======== Data

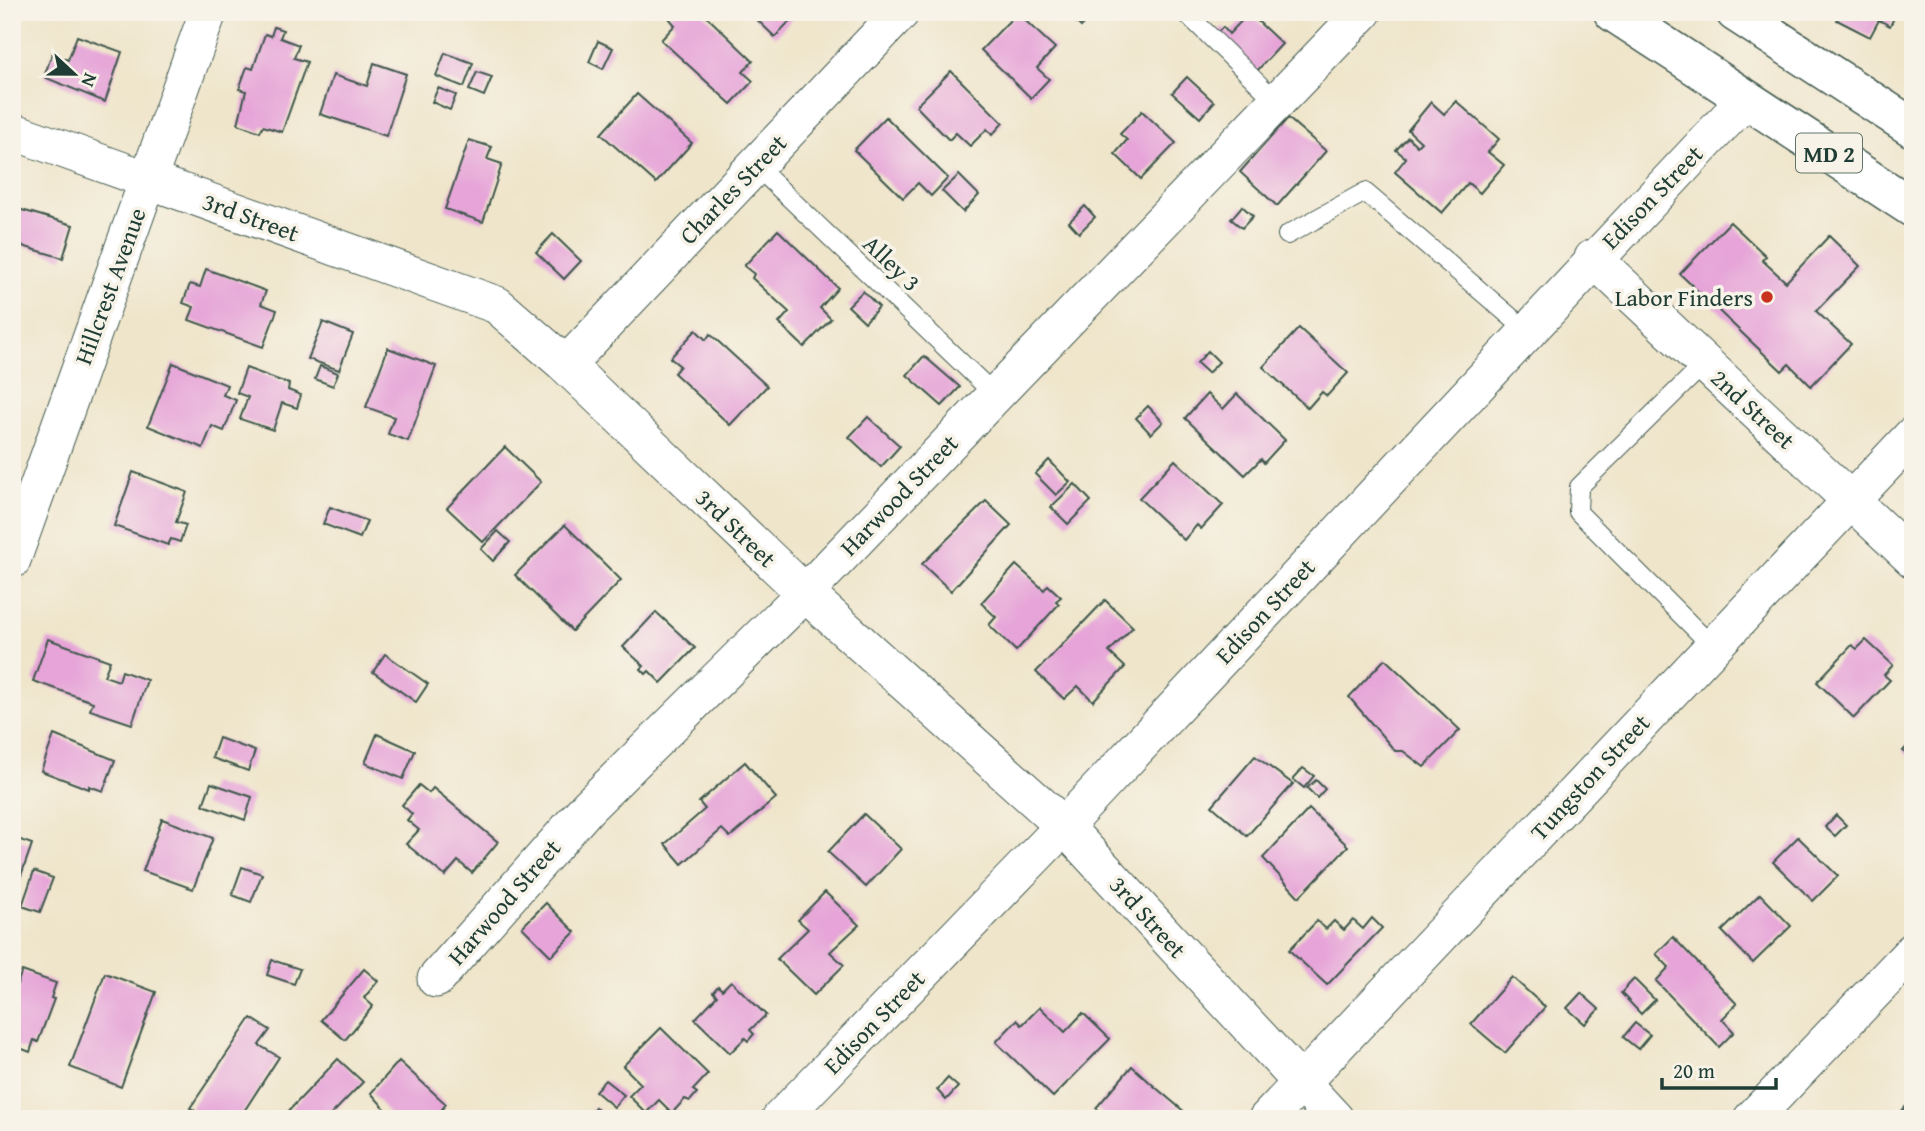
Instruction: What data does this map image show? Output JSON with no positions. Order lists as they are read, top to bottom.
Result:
{
  "streets": {
    "main road": ["MD 2"],
    "street": [
      "Charles Street",
      "Edison Street",
      "3rd Street",
      "Hillcrest Avenue",
      "2nd Street",
      "Harwood Street",
      "Tungston Street"
    ],
    "lane": ["Alley 3"]
  },
  "crossings": [
    ["MD 2", "Edison Street"],
    ["Charles Street", "3rd Street"],
    ["Charles Street", "Alley 3"],
    ["Edison Street", "3rd Street"],
    ["Edison Street", "2nd Street"],
    ["3rd Street", "Hillcrest Avenue"],
    ["3rd Street", "Harwood Street"],
    ["3rd Street", "Tungston Street"],
    ["Alley 3", "Harwood Street"],
    ["2nd Street", "Tungston Street"]
  ],
  "places": ["Labor Finders"],
  "scale_bar": "20 m",
  "north": "right"
}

================

Return every entry of the data above verbatim, with no images included.

▶ _Result for this task_
Instruction: What data does this map image show? Output JSON with no positions. Order lists as they are read, top to bottom.
Result:
{
  "streets": {
    "main road": ["MD 2"],
    "street": [
      "Charles Street",
      "Edison Street",
      "3rd Street",
      "Hillcrest Avenue",
      "2nd Street",
      "Harwood Street",
      "Tungston Street"
    ],
    "lane": ["Alley 3"]
  },
  "crossings": [
    ["MD 2", "Edison Street"],
    ["Charles Street", "3rd Street"],
    ["Charles Street", "Alley 3"],
    ["Edison Street", "3rd Street"],
    ["Edison Street", "2nd Street"],
    ["3rd Street", "Hillcrest Avenue"],
    ["3rd Street", "Harwood Street"],
    ["3rd Street", "Tungston Street"],
    ["Alley 3", "Harwood Street"],
    ["2nd Street", "Tungston Street"]
  ],
  "places": ["Labor Finders"],
  "scale_bar": "20 m",
  "north": "right"
}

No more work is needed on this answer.